■ Work to be completed
Copy out the data that comes next, character for character, and leave the images aside.

■ Information shown
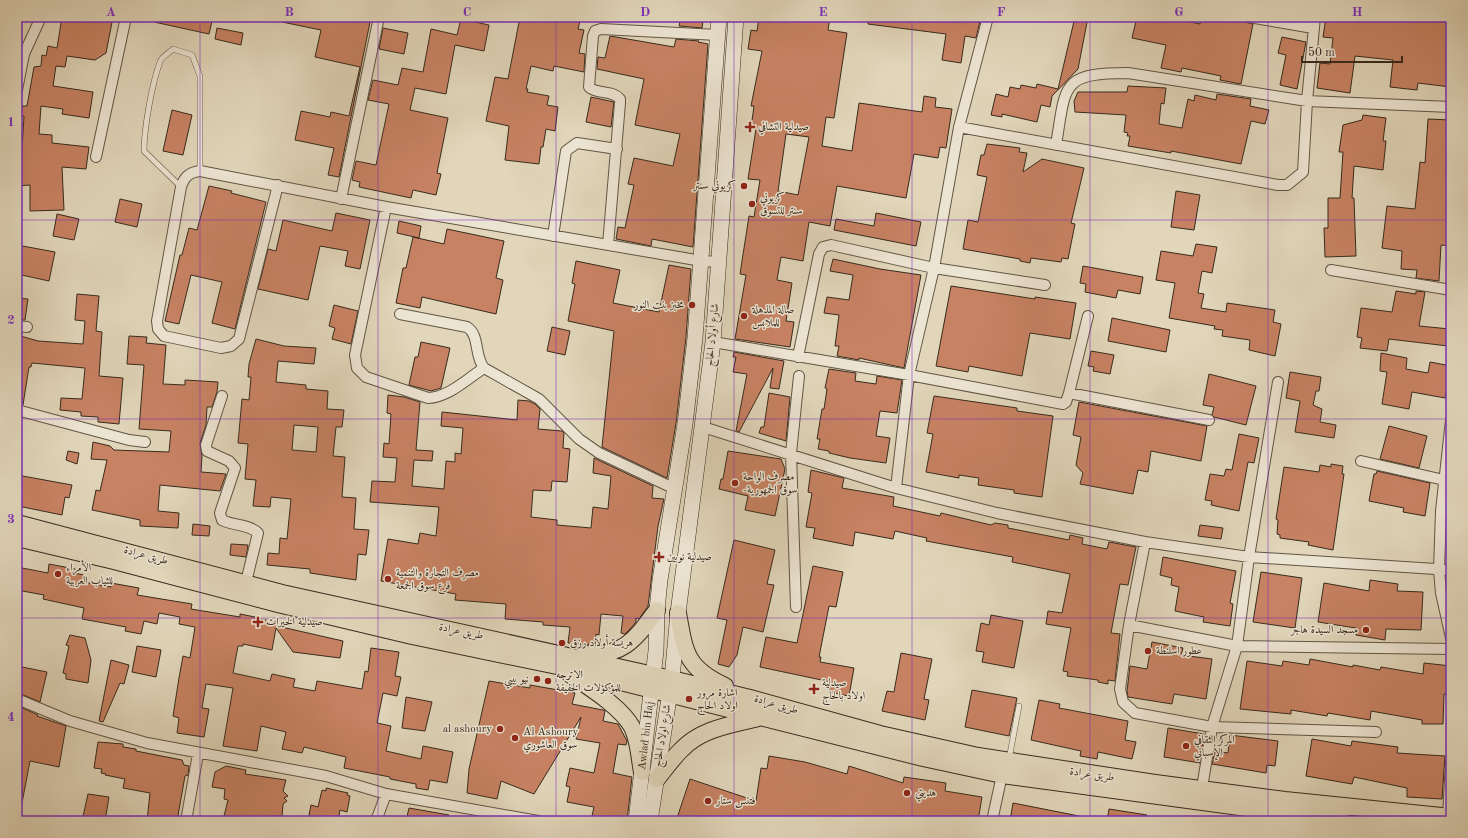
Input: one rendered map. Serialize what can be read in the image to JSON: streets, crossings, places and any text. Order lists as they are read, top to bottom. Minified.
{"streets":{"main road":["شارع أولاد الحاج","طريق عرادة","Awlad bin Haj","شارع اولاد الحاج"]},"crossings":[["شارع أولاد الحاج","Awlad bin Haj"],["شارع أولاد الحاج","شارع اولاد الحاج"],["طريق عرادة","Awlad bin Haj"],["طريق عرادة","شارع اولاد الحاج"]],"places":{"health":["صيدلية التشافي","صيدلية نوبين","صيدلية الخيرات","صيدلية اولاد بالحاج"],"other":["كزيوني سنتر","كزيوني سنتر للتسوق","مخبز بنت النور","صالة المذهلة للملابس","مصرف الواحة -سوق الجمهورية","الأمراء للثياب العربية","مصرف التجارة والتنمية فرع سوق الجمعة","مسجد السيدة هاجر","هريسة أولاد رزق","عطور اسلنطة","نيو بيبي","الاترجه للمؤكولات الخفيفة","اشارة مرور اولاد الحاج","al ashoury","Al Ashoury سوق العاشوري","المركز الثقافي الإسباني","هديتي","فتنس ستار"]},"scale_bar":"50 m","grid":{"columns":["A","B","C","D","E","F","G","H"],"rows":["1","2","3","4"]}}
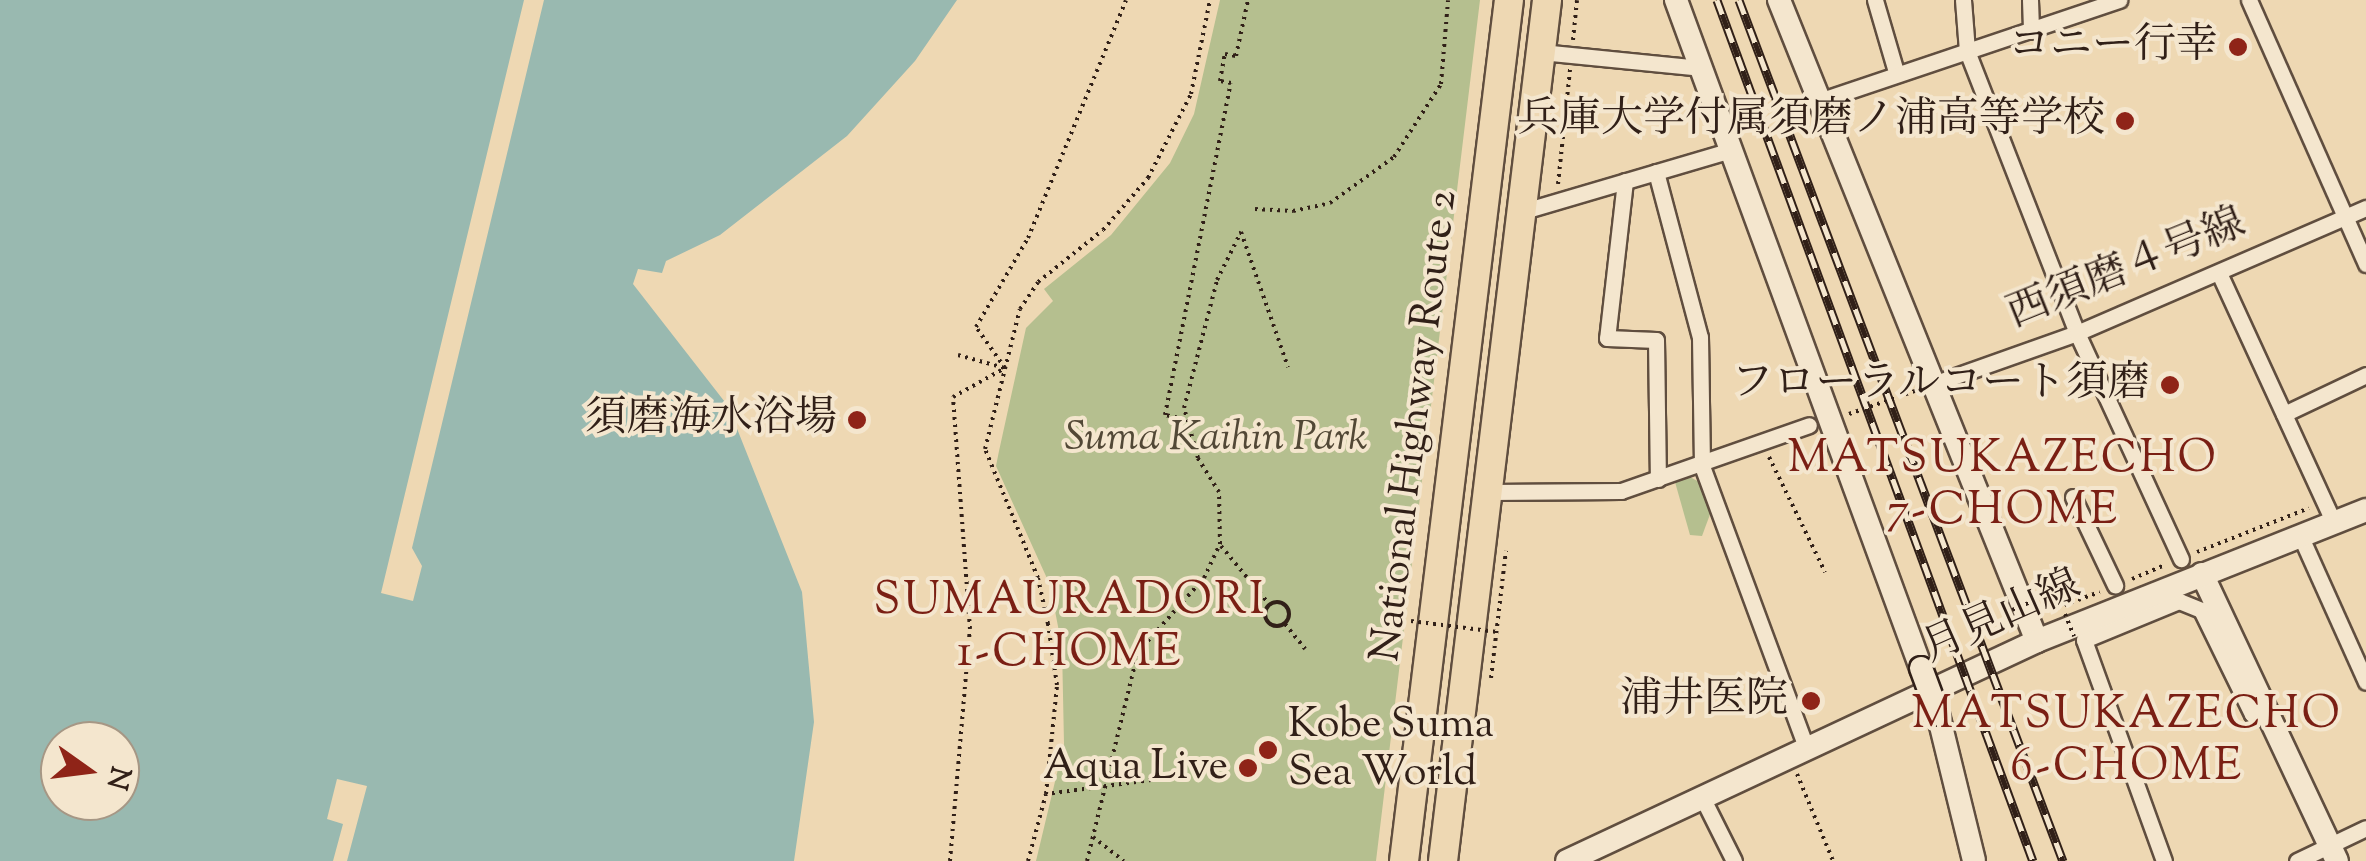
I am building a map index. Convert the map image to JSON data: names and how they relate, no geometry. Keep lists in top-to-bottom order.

■ Completed exercise
Input: one rendered map. Serialize what can be read in the image to JSON: streets, crossings, places and any text. Order lists as they are read, top to bottom. Minified.
{"streets":{"main road":["شارع أولاد الحاج","طريق عرادة","Awlad bin Haj","شارع اولاد الحاج"]},"crossings":[["شارع أولاد الحاج","Awlad bin Haj"],["شارع أولاد الحاج","شارع اولاد الحاج"],["طريق عرادة","Awlad bin Haj"],["طريق عرادة","شارع اولاد الحاج"]],"places":{"health":["صيدلية التشافي","صيدلية نوبين","صيدلية الخيرات","صيدلية اولاد بالحاج"],"other":["كزيوني سنتر","كزيوني سنتر للتسوق","مخبز بنت النور","صالة المذهلة للملابس","مصرف الواحة -سوق الجمهورية","الأمراء للثياب العربية","مصرف التجارة والتنمية فرع سوق الجمعة","مسجد السيدة هاجر","هريسة أولاد رزق","عطور اسلنطة","نيو بيبي","الاترجه للمؤكولات الخفيفة","اشارة مرور اولاد الحاج","al ashoury","Al Ashoury سوق العاشوري","المركز الثقافي الإسباني","هديتي","فتنس ستار"]},"scale_bar":"50 m","grid":{"columns":["A","B","C","D","E","F","G","H"],"rows":["1","2","3","4"]}}
I am building a map index. Convert the map image to JSON data: names and how they relate, no geometry. Keep lists in top-to-bottom order.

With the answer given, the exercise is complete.